Detailed Description

Large intracoronary thrombus burden is known to be associated with reduced procedural success during the Primary Percutaneous Coronary Intervention (PPCI), larger infarct size, increased ischemic complications and mortality. No-Reflow phenomenon is related to higher incidence of complications, and short- and long-term morbidity and mortality in acute STEMI patients.

Although many risk factors were suggested, Tragically there's no widely accepted risk stratification method to anticipate these complications.

CHA2DS2-VASc score is a sum of several risk factors for thromboembolism. It is considered a clinical indicator of thromboembolic diseases and is recommended by the current guidelines for the estimation of thromboembolic events in patients with atrial fibrillation.

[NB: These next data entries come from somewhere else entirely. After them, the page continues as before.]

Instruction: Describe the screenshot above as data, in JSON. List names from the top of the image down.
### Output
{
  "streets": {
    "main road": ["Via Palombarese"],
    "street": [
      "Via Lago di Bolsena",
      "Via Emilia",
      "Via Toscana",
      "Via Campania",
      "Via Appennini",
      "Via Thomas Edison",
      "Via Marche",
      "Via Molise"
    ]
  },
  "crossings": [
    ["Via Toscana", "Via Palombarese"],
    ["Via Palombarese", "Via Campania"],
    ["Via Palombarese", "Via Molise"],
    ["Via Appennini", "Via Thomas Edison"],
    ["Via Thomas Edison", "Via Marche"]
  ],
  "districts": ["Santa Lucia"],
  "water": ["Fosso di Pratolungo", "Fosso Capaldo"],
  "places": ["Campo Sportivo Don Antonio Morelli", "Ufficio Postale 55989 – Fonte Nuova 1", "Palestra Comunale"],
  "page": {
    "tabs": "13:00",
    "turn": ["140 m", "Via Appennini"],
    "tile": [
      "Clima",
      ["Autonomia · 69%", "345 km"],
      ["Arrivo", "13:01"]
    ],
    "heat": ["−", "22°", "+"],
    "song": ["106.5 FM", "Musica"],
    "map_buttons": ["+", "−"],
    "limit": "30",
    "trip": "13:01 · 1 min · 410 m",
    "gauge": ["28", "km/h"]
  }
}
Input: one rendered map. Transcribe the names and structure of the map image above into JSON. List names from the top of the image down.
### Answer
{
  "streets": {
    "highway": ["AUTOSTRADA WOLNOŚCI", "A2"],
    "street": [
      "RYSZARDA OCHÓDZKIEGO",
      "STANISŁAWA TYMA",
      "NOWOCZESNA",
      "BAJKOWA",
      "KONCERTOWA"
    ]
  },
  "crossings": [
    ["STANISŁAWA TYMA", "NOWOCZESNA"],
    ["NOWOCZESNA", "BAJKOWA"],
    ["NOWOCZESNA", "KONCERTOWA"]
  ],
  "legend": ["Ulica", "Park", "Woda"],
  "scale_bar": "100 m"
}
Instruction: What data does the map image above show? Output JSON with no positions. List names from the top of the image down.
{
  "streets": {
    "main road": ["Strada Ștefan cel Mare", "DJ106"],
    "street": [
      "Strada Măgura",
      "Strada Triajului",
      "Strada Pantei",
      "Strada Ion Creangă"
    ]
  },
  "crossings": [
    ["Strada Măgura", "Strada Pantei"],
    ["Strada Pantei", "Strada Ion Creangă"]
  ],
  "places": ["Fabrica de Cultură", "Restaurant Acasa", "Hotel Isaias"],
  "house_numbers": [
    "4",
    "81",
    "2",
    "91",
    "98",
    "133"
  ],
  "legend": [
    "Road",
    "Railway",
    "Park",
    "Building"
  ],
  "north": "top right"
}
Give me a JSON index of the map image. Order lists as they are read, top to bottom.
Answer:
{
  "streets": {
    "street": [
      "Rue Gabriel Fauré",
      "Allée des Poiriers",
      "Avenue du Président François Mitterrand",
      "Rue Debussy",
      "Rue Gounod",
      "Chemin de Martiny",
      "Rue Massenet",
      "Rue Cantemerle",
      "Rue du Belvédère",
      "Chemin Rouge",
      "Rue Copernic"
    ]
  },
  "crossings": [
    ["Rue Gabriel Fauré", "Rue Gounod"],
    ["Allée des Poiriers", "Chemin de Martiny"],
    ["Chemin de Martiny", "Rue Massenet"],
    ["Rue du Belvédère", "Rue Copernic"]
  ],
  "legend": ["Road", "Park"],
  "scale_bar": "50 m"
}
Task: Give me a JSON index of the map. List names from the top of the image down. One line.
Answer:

In this study, we evaluate the use CHA2DS2-VASc score as a novel rapid simple tool for predicting No-reflow and clinical outcomes among patients with STEMI who underwent primary PCI.

Study Timeline

• Status Verified: 2020-09
• Study First Submitted: 2020-09-16
• Study First Submitted QC: 2020-09-24
• Last Update Submitted: 2020-09-24
• Study First Posted: 2020-09-25
• Last Update Posted: 2020-09-25
• Study Start: 2021-01
• Primary Completion: 2022-04
• Study Completion: 2022-10

Recruitment & Eligibility

• Status: UNKNOWN
• Sex: All
• Target Recruitment: 184

Inclusion Criteria

• Subjects with STEMI and undergoing primary Primary percutaneous coronary intervention.
• Patient Loaded pre-procedural with using with Aspirin 300 mg plus Ticagrelor 180 mg or Clopidogrel 600 mg.

Exclusion Criteria

• Patients with chest pain more than 48 hours
• Patients not eligible for primary PCI

Study & Design

• Study Type: OBSERVATIONAL
• Study Design: Not specified

Primary Outcome Measures

Name	Time	Method
TIMI (Thrombolysis in myocardial infarction) flow after Primary Percutaneous Coronary Intervention (No-reflow phenomenon versus normal flow)	Baseline	Evaluation of the use of CHA2DS2-VASc score in predicting no-reflow phenomenon in patients with ST segment elevation myocardial infarction and undergoing Primary Percutaneous Coronary Intervention

Secondary Outcome Measures

Name	Time	Method
Early in-hospital complications and in-hospital mortality.	In-hospital stay duration ( up to 72 hours after intervention)	Evaluation of the use of CHA2DS2-VASc score in predicting In-hospital incidence of MACE (including cardiovascular death, myocardial infarction, hospitalization because of heart failure and ischemic stroke)
Six months follow up	Six months follow up after hospital discharge	Evaluation of the use of CHA2DS2-VASc score in predicting incidence of major adverse cardiovascular events which includes cardiovascular death, myocardial infarction, hospitalization because of heart failure and ischemic stroke during a Follow up period of 180 days after undergoing PPCI.